# EXERCISE OBJECTIVE
Exactly as written, print the lines from the top of the listing through the line containing "padding:1px 4px; background:#f7ecd2;"; include no pictures.
─── RECORD SET
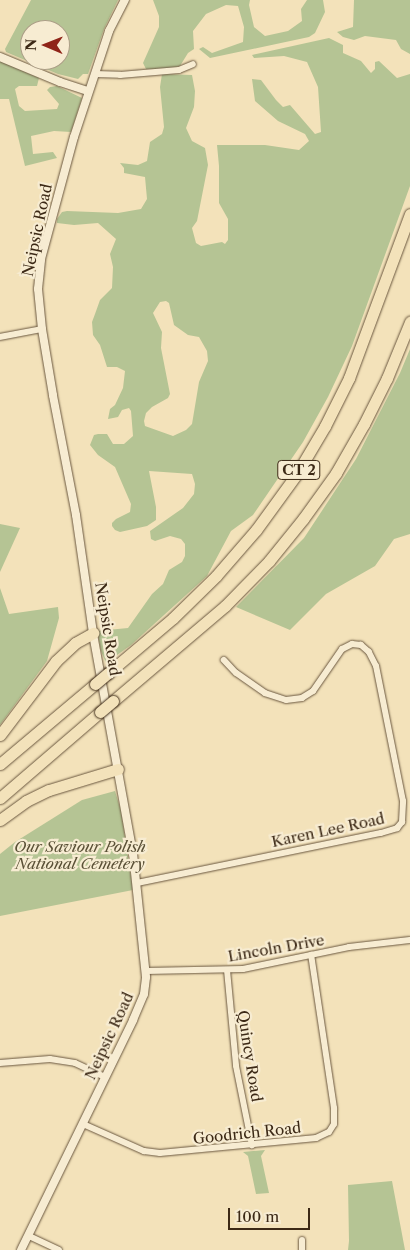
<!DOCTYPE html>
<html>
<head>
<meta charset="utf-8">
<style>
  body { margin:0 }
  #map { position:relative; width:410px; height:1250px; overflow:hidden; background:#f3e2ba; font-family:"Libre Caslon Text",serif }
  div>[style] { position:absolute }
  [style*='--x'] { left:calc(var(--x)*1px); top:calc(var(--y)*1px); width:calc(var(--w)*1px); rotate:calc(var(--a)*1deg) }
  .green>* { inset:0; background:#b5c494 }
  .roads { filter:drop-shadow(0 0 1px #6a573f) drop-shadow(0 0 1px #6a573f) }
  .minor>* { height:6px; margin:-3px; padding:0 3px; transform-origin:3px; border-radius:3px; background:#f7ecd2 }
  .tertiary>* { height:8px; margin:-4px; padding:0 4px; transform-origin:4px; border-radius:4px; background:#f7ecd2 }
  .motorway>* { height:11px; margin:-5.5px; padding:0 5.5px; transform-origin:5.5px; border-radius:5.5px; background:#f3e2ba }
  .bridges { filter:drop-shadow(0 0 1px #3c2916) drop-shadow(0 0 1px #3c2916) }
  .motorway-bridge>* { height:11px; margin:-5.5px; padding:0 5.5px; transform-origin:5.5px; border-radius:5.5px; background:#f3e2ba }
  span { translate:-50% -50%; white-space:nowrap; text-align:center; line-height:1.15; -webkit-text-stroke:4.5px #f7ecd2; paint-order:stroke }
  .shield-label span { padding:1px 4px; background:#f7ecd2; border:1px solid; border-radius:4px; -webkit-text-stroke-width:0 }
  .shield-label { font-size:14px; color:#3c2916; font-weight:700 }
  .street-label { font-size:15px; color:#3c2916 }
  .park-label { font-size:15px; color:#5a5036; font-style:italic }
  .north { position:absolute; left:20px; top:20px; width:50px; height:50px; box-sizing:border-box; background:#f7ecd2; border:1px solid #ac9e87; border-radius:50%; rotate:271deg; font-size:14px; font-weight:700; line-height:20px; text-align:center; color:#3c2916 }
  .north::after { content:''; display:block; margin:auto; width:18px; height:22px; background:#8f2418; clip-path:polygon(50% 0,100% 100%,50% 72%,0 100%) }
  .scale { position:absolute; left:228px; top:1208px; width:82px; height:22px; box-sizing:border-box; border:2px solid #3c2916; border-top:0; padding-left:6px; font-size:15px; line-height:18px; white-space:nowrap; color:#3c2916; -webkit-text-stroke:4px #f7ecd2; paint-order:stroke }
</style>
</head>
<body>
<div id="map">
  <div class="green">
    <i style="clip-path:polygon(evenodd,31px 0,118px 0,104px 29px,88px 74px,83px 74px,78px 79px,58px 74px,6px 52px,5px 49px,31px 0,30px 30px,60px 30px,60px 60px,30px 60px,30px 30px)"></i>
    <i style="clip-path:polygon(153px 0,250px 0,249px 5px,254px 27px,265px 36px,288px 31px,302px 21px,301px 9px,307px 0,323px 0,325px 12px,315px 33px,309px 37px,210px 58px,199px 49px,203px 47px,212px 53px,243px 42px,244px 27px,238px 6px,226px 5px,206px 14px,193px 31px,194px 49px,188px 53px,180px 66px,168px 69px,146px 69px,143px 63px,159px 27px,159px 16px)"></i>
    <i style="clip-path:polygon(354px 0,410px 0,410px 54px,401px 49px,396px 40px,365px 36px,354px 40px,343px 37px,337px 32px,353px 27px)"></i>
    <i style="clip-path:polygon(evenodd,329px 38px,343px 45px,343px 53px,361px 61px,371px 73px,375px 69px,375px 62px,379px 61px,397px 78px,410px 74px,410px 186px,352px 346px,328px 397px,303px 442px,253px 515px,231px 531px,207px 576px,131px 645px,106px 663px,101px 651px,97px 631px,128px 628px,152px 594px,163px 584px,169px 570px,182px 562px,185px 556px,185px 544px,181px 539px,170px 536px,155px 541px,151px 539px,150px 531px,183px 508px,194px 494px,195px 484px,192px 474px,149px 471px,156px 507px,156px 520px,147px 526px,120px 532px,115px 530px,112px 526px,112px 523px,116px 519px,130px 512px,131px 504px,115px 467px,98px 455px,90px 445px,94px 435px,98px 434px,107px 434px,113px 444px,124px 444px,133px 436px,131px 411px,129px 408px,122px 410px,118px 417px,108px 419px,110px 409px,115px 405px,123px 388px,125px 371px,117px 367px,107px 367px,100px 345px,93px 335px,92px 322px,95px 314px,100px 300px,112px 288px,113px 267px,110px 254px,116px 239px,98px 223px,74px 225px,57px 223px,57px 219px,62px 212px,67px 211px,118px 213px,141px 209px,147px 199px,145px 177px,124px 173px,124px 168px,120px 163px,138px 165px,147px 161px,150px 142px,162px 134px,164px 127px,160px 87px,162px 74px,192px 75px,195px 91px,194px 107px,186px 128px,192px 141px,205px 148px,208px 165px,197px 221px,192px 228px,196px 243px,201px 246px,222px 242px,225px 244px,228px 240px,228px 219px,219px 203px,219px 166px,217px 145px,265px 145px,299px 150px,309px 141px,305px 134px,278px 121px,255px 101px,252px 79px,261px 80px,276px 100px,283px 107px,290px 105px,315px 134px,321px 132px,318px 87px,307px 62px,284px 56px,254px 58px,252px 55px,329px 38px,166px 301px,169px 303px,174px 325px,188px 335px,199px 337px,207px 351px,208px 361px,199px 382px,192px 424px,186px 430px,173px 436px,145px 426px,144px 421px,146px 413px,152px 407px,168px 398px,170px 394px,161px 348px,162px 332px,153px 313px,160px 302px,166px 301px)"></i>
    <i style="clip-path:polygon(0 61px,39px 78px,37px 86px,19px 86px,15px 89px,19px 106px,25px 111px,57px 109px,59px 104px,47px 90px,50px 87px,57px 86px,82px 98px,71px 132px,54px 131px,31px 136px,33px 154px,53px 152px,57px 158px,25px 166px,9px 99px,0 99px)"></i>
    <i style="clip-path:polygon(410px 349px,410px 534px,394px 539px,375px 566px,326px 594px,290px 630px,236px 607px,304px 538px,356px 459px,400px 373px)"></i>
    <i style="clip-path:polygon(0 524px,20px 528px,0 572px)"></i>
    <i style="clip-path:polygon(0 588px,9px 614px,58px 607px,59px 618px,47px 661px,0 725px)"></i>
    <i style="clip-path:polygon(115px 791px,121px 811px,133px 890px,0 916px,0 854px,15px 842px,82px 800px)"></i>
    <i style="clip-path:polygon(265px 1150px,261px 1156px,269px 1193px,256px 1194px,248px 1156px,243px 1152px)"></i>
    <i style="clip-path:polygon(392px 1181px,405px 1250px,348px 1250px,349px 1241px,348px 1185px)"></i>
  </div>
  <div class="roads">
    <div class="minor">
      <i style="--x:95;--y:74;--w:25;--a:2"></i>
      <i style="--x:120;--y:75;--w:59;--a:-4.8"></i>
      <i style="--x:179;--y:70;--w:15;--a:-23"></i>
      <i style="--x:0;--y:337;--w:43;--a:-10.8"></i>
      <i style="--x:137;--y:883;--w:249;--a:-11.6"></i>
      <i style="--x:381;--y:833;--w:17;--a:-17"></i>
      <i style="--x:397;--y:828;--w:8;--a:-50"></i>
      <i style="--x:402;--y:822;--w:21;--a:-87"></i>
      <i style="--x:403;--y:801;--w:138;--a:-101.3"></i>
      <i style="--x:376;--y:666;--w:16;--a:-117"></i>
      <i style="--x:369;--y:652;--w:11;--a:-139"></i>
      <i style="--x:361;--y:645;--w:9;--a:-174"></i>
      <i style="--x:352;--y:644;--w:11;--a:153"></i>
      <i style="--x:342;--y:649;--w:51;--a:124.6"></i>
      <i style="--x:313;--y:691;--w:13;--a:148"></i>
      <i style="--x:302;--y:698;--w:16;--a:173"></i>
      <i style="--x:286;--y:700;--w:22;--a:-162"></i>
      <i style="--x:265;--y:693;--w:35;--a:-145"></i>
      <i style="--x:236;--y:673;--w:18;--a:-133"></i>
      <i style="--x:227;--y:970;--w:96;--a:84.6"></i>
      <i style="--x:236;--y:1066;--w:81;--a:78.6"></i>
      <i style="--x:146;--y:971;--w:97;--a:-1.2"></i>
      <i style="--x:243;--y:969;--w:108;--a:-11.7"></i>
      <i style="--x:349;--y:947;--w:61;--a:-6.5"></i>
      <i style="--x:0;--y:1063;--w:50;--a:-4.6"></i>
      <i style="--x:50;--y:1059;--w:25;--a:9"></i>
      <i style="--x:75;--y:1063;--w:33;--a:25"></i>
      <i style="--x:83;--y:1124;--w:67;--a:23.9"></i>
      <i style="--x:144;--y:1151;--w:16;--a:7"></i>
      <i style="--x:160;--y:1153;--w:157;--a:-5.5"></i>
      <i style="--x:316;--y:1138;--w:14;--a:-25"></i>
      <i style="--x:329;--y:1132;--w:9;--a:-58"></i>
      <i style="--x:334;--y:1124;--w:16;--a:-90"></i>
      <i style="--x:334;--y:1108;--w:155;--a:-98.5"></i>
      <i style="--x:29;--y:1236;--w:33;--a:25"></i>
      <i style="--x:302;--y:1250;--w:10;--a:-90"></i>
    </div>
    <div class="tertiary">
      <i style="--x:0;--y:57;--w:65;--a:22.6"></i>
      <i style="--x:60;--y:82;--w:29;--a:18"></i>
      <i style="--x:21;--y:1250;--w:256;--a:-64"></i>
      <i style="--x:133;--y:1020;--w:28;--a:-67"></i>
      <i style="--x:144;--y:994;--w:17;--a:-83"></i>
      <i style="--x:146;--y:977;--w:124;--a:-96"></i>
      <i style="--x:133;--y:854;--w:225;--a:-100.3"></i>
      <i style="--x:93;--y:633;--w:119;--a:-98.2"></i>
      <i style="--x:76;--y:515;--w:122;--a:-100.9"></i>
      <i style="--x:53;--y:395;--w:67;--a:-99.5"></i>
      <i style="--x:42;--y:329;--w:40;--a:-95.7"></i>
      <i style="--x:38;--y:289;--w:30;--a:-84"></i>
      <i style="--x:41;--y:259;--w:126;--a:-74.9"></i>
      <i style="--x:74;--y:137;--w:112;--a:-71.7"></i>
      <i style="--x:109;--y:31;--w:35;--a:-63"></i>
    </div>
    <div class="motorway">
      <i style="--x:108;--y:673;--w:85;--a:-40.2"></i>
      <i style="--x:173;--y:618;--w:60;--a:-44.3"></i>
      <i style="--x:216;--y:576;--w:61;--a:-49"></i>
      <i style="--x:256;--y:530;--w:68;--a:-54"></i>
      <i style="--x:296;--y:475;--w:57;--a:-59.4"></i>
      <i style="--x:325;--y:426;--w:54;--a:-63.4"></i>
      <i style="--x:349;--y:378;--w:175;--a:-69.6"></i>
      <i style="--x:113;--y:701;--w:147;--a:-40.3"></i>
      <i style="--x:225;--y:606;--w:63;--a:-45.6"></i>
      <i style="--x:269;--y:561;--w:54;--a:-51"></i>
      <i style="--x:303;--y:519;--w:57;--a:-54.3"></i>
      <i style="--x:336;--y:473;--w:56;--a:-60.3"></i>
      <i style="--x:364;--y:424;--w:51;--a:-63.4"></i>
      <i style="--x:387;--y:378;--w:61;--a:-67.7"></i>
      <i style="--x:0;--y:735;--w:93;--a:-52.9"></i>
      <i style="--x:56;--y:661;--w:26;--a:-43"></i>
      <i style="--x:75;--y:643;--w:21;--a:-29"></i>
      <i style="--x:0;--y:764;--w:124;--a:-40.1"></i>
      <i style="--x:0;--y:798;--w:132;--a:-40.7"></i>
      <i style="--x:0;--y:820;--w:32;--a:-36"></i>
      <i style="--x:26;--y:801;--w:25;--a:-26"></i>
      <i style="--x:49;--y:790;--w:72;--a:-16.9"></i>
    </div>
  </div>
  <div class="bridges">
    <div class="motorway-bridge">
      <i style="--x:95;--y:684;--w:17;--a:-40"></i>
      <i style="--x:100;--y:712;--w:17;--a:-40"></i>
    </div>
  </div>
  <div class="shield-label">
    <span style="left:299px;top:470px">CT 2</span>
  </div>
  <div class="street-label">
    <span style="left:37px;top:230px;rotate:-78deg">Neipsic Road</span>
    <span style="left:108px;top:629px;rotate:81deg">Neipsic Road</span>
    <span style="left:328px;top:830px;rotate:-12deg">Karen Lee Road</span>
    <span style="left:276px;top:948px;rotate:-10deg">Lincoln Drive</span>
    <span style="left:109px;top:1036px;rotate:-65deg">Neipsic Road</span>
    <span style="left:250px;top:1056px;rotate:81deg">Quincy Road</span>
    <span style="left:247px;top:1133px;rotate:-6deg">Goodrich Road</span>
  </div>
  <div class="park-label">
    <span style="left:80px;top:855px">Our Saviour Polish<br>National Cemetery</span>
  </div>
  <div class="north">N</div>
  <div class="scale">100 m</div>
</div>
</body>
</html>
──────
# RESPONSE BOX
<!DOCTYPE html>
<html>
<head>
<meta charset="utf-8">
<style>
  body { margin:0 }
  #map { position:relative; width:410px; height:1250px; overflow:hidden; background:#f3e2ba; font-family:"Libre Caslon Text",serif }
  div>[style] { position:absolute }
  [style*='--x'] { left:calc(var(--x)*1px); top:calc(var(--y)*1px); width:calc(var(--w)*1px); rotate:calc(var(--a)*1deg) }
  .green>* { inset:0; background:#b5c494 }
  .roads { filter:drop-shadow(0 0 1px #6a573f) drop-shadow(0 0 1px #6a573f) }
  .minor>* { height:6px; margin:-3px; padding:0 3px; transform-origin:3px; border-radius:3px; background:#f7ecd2 }
  .tertiary>* { height:8px; margin:-4px; padding:0 4px; transform-origin:4px; border-radius:4px; background:#f7ecd2 }
  .motorway>* { height:11px; margin:-5.5px; padding:0 5.5px; transform-origin:5.5px; border-radius:5.5px; background:#f3e2ba }
  .bridges { filter:drop-shadow(0 0 1px #3c2916) drop-shadow(0 0 1px #3c2916) }
  .motorway-bridge>* { height:11px; margin:-5.5px; padding:0 5.5px; transform-origin:5.5px; border-radius:5.5px; background:#f3e2ba }
  span { translate:-50% -50%; white-space:nowrap; text-align:center; line-height:1.15; -webkit-text-stroke:4.5px #f7ecd2; paint-order:stroke }
  .shield-label span { padding:1px 4px; background:#f7ecd2; border:1px solid; border-radius:4px; -webkit-text-stroke-width:0 }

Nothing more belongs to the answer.